Most of his customers use conventional farming practices and are looking for ways to reduce high input costs, he says.
Results from the use of Blooming Blossoms have been positive. For instance, wheat yields rise by 10 to 12 bushels per acre, with protein levels in wheat rising 0.8 to 1.3., when the product is applied, he says.
What two growers say
Julius Ferch, who farms near Larimore, N.D., applied Blooming Blossoms to soybeans this year. The beans haven’t been harvested yet, so it’s premature to say what impact the product might have had, he says.
Leon Crowell, a Windom, Minn., farmer, applied Blooming Blossoms to some of his soybeans.

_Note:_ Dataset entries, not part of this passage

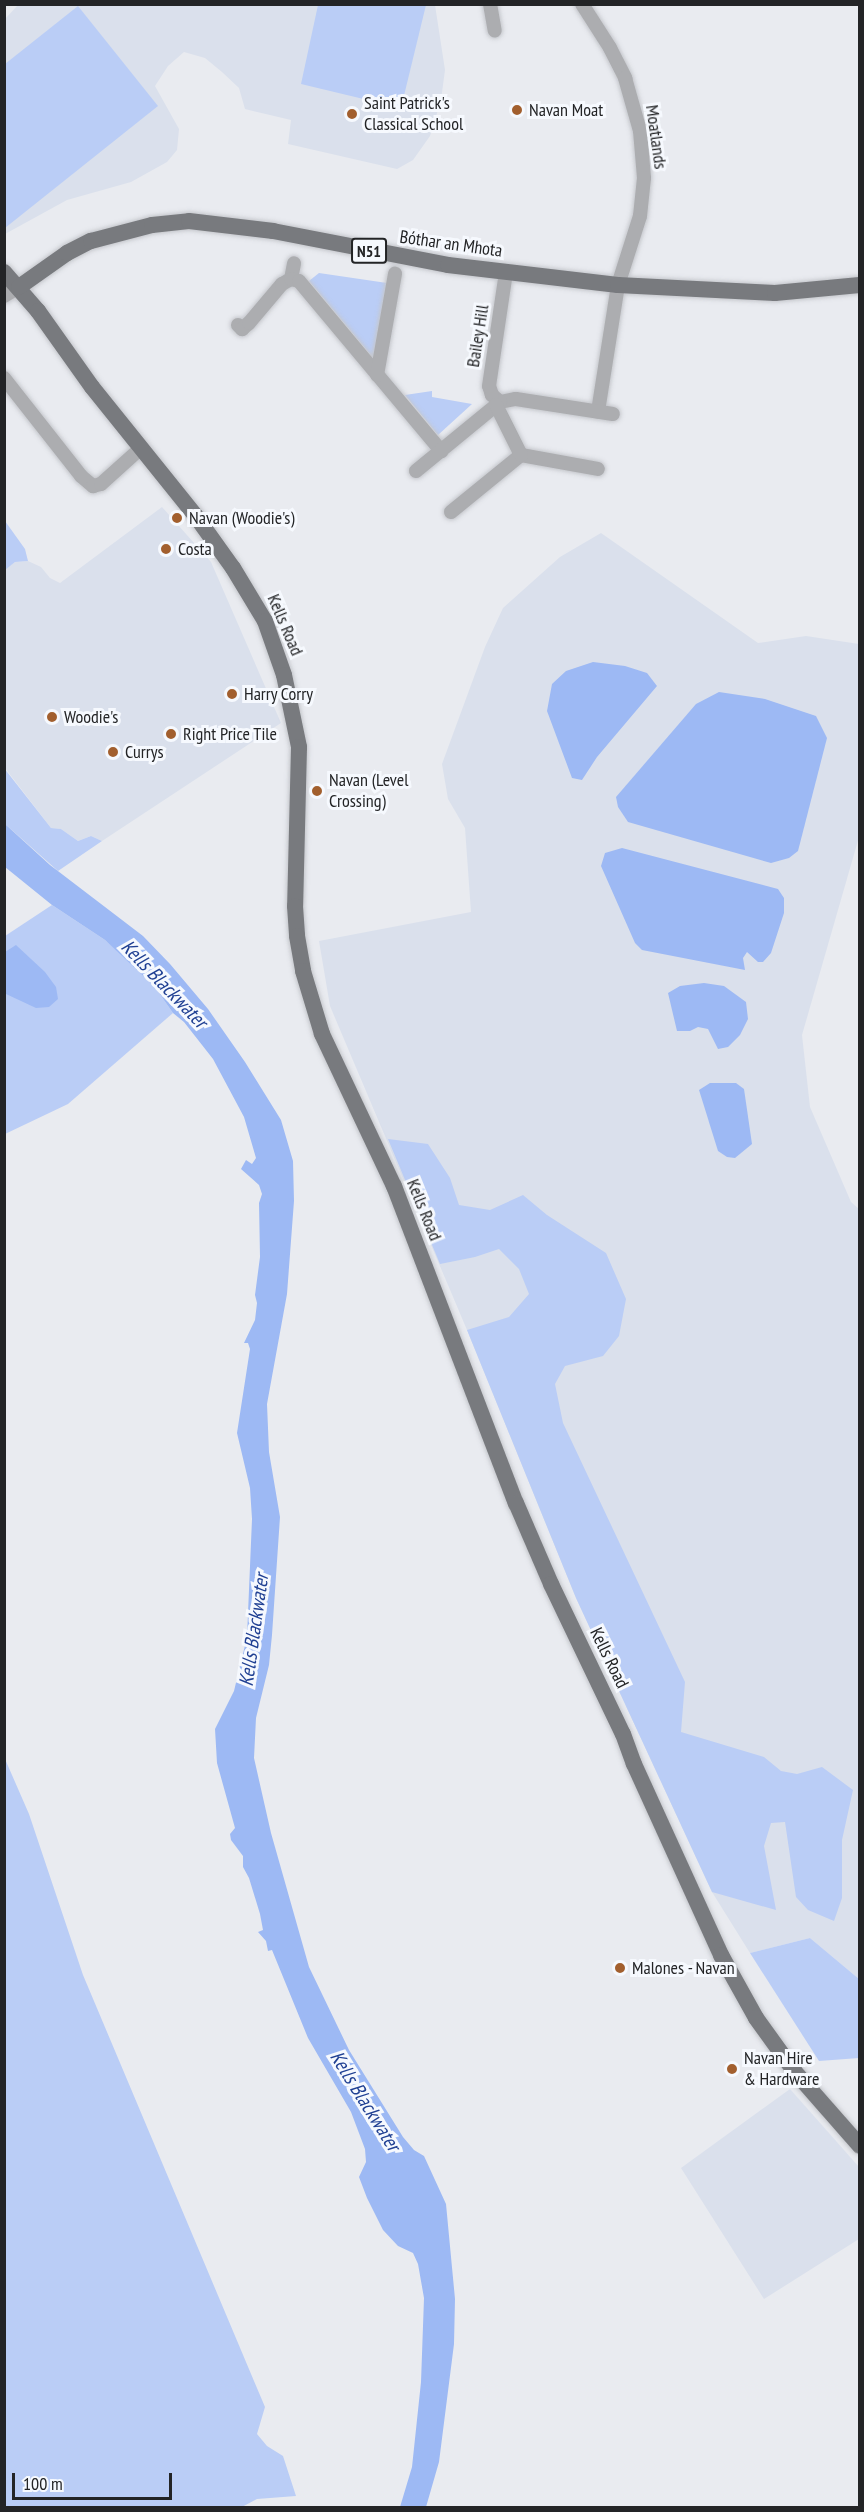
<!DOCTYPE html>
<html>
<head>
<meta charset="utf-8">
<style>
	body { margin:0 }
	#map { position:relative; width:864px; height:2512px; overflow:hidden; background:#e9ebf0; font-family:"PT Sans Narrow",sans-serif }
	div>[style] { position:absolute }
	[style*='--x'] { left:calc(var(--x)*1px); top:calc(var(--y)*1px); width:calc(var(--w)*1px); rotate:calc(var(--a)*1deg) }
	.built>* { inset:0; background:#dae0ec }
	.green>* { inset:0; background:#bacdf6 }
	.water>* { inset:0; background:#9db9f4 }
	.roads { filter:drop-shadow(0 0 2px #c5c7cc) drop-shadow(0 0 2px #c5c7cc) }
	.minor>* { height:14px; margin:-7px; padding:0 7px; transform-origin:7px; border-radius:7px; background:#acadb0 }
	.major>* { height:16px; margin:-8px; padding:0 8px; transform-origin:8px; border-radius:8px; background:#787a7e }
	.dots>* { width:16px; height:16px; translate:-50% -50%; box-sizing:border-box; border:3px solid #f6f9fe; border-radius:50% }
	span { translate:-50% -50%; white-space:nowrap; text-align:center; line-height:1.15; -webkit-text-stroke:6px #f6f9fe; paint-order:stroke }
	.shield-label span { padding:2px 4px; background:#f6f9fe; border:2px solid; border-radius:4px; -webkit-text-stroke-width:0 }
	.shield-label { font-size:16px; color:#232426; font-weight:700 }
	.poi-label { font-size:18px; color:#232426 }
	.left { translate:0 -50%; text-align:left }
	.street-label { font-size:18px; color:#232426 }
	.water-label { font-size:20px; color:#204093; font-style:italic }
	.frame { position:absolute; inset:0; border:6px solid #232426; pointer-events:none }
	.scale { position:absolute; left:12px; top:2473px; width:160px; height:27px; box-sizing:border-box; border:3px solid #232426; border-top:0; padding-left:8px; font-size:18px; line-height:21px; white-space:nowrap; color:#232426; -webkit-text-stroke:4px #f6f9fe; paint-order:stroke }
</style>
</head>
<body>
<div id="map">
	<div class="built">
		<i style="clip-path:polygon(19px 4px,435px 5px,445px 70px,441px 100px,430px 136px,413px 160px,397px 169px,288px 144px,291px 120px,245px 109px,239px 88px,222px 72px,205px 58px,184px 52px,168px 66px,155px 86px,179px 129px,177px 150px,167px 162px,131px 182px,67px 200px,5px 234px,4px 20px)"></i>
		<i style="clip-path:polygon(162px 507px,211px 562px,281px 723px,102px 841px,91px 836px,78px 841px,61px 829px,51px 828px,5px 768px,4px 570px,15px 562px,28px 561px,41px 567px,50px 578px,60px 583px)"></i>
		<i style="clip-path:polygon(601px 533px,758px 643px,806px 636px,859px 644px,859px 837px,802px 1035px,810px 1107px,851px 1202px,859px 1209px,859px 1979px,810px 1938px,750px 1953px,712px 1892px,576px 1598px,467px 1330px,330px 1006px,319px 941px,471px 912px,465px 828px,448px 799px,442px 764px,485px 647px,503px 608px,560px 557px)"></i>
		<i style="clip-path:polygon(790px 2089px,859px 2167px,859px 2239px,764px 2299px,681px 2168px)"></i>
	</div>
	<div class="green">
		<i style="clip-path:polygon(318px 5px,426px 5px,401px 108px,301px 84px)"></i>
		<i style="clip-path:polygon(78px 6px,158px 106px,5px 228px,5px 64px)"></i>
		<i style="clip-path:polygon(319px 273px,387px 283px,374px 359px,309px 281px)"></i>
		<i style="clip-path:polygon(432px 391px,432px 397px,472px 404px,438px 435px,405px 395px)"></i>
		<i style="clip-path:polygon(5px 521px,25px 549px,28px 561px,15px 562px,5px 570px)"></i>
		<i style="clip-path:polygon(4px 768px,51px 828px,61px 829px,78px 841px,91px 836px,102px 841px,58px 871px,5px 824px)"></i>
		<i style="clip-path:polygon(52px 905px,105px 940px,136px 967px,154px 986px,173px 1013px,68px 1104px,5px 1134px,5px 936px)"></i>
		<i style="clip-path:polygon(388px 1139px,428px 1144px,450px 1178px,459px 1205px,490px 1210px,523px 1195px,547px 1215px,606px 1253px,626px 1299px,619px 1336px,603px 1356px,565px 1366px,555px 1384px,563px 1423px,685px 1682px,681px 1732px,764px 1757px,781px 1771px,797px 1774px,822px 1767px,853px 1790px,842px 1840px,842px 1898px,834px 1921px,808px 1910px,796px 1897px,785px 1822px,771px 1823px,764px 1846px,776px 1910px,712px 1892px,576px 1598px,467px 1330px,509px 1317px,529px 1294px,519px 1269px,499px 1249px,475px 1257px,440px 1264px)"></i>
		<i style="clip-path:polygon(5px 1759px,29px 1814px,83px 1975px,265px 2407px,257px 2434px,267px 2446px,283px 2456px,296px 2496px,257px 2499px,240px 2508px,5px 2507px)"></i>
		<i style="clip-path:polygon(810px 1938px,859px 1979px,859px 2058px,819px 2061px,750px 1953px)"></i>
	</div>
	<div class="water">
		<i style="clip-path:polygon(593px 662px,625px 666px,647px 673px,657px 686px,597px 757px,582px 780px,572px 778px,547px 711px,552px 684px,566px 671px)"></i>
		<i style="clip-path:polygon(719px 692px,765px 699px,816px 716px,827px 738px,798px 851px,789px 858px,771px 863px,628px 822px,618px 807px,616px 797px,696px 704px)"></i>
		<i style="clip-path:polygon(5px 824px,50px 865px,143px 936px,170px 964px,208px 1009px,245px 1062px,281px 1120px,293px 1161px,294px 1201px,287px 1294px,267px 1404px,269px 1452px,280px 1517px,272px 1635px,269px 1665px,256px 1718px,254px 1758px,271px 1833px,309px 1967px,349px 2050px,403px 2137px,414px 2150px,424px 2156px,446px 2204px,455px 2299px,454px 2344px,439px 2462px,426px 2507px,400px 2507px,412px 2467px,421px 2382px,424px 2298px,418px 2264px,413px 2253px,398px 2246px,383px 2230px,367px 2198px,359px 2177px,366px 2162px,365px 2149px,351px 2112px,308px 2038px,272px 1950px,268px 1951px,266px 1941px,258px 1932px,263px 1930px,260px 1914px,249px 1878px,243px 1867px,243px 1856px,231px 1840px,230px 1834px,235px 1828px,217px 1763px,215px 1729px,234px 1691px,247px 1637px,252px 1519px,250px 1488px,237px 1433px,250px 1349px,248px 1343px,244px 1343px,255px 1320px,257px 1303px,255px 1295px,260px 1257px,259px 1203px,262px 1194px,259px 1185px,241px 1169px,246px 1160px,252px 1164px,256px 1158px,244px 1117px,213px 1059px,184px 1022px,173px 1013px,154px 986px,105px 940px,52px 905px,5px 867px)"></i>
		<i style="clip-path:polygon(622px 848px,778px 889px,784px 898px,784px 913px,771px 953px,763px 962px,758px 962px,747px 952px,743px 958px,745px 970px,642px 950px,635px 943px,601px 866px,605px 853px)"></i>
		<i style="clip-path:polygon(16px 945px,45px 972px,56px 987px,58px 999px,49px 1007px,36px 1008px,6px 994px,5px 952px)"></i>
		<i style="clip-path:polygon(704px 983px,724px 986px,746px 1002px,748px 1019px,740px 1035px,728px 1047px,718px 1049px,708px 1029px,698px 1027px,690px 1031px,677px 1031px,668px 993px,680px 986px)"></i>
		<i style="clip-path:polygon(710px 1083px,736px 1083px,744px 1089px,752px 1144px,735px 1158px,727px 1157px,718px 1151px,699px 1090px)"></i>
	</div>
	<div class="roads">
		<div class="minor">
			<i style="--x:490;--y:4;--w:27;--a:80"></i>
			<i style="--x:582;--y:4;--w:52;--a:57.5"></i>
			<i style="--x:610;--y:48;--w:34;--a:63"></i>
			<i style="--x:625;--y:78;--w:55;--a:74.2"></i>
			<i style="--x:640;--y:131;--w:47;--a:85.1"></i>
			<i style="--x:644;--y:178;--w:38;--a:96"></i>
			<i style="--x:640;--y:216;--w:72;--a:107.7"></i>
			<i style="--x:618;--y:285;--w:128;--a:99"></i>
			<i style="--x:291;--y:279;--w:16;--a:-79"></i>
			<i style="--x:4;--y:296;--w:17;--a:-31"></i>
			<i style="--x:238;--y:325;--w:6;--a:45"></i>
			<i style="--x:242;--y:329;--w:9;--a:-41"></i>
			<i style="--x:249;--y:323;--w:51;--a:-49.8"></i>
			<i style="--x:282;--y:284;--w:10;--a:-29"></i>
			<i style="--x:291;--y:279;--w:8;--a:14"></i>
			<i style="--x:299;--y:281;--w:222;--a:50.1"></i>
			<i style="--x:377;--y:375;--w:103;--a:-79.9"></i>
			<i style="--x:4;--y:378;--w:125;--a:51.8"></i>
			<i style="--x:81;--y:476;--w:16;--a:40"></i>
			<i style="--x:93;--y:486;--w:8;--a:-14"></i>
			<i style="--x:101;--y:484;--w:54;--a:-42"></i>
			<i style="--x:500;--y:402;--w:16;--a:-11"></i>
			<i style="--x:516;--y:399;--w:98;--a:8.8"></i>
			<i style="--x:521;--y:455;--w:78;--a:10.3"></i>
			<i style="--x:416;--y:471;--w:109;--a:-39.4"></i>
			<i style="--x:500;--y:402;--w:11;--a:-139"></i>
			<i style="--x:492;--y:395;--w:9;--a:-108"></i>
			<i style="--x:489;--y:386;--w:115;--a:-81.5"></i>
			<i style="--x:451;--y:512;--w:90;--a:-39.2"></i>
			<i style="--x:521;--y:455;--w:56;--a:-116.6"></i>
		</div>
		<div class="major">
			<i style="--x:4;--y:272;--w:52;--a:48.9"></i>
			<i style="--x:38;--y:311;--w:93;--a:54.6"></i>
			<i style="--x:92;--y:387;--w:164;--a:51.2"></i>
			<i style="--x:195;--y:515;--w:65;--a:54.4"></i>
			<i style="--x:233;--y:568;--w:62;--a:58.9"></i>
			<i style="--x:265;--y:621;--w:57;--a:70.6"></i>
			<i style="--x:284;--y:675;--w:74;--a:78.2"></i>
			<i style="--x:299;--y:747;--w:159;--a:91.4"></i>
			<i style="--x:295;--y:906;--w:30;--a:86"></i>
			<i style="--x:297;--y:936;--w:36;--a:80"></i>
			<i style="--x:303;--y:971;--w:66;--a:73.2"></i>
			<i style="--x:322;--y:1034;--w:168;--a:64.7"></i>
			<i style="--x:394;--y:1186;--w:340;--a:69"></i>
			<i style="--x:516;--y:1503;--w:88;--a:66.6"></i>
			<i style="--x:551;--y:1584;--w:166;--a:64.4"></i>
			<i style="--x:623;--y:1734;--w:32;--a:70"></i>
			<i style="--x:634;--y:1764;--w:210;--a:65.5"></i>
			<i style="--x:721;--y:1955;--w:72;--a:60.9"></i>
			<i style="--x:756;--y:2018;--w:67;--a:54.2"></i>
			<i style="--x:795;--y:2072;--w:98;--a:48.7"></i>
			<i style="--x:19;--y:287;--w:59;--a:-35.3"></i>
			<i style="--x:67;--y:253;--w:27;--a:-27"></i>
			<i style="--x:91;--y:241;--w:63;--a:-14.7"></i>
			<i style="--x:152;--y:225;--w:37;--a:-6"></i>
			<i style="--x:189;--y:221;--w:85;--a:6.8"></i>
			<i style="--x:273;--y:231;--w:178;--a:11"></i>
			<i style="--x:448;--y:265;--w:171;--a:6.7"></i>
			<i style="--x:618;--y:285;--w:157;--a:2.9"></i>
			<i style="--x:775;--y:293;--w:85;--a:-5.4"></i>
		</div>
	</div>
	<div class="dots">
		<i style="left:517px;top:110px;background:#a25f2e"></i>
		<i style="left:352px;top:114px;background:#a25f2e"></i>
		<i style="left:177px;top:518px;background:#a25f2e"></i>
		<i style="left:166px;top:549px;background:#a25f2e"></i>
		<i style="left:232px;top:694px;background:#a25f2e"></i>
		<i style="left:52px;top:717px;background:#a25f2e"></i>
		<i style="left:171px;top:734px;background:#a25f2e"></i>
		<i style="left:113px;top:752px;background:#a25f2e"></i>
		<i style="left:317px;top:791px;background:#a25f2e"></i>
		<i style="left:620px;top:1968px;background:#a25f2e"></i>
		<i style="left:732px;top:2069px;background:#a25f2e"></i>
	</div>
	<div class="shield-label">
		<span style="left:369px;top:251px">N51</span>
	</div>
	<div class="poi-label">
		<span class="left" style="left:364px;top:114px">Saint Patrick's<br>Classical School</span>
		<span class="left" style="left:529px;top:110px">Navan Moat</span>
		<span class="left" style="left:189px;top:518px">Navan (Woodie's)</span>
		<span class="left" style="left:178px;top:549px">Costa</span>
		<span class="left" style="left:244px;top:694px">Harry Corry</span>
		<span class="left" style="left:64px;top:717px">Woodie's</span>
		<span class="left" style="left:183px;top:734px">Right Price Tile</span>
		<span class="left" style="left:125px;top:752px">Currys</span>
		<span class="left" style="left:329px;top:791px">Navan (Level<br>Crossing)</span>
		<span class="left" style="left:632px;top:1968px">Malones - Navan</span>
		<span class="left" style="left:744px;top:2069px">Navan Hire<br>&amp; Hardware</span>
	</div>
	<div class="street-label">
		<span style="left:656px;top:137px;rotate:82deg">Moatlands</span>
		<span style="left:451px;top:244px;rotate:8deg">Bóthar an Mhota</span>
		<span style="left:478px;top:336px;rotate:-81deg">Bailey Hill</span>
		<span style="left:285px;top:625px;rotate:67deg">Kells Road</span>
		<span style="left:424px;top:1210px;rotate:68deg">Kells Road</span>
		<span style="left:609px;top:1658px;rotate:64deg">Kells Road</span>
	</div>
	<div class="water-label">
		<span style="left:164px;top:984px;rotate:46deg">Kells Blackwater</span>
		<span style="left:254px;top:1630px;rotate:-82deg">Kells Blackwater</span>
		<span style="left:365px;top:2101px;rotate:58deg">Kells Blackwater</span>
	</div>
	<div class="frame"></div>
	<div class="scale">100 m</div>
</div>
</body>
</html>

The beans, which still are in the field, look good and have an unusually high number of pods, he says.
Crowell says he uses a number of products from Juneau Sales and that’s it is difficult to estimate how much credit for the good-looking bean crop should go to those products and how much to Blooming Blossoms in particular.
Looking for new and better ways of farming is enjoyable, Crowell says.
“This is what makes farming fun,” Crowell says.
Farmers on the Northern Plains who want to try the product in the 2012 growing season need to order it by early February, at the latest, Juneau says.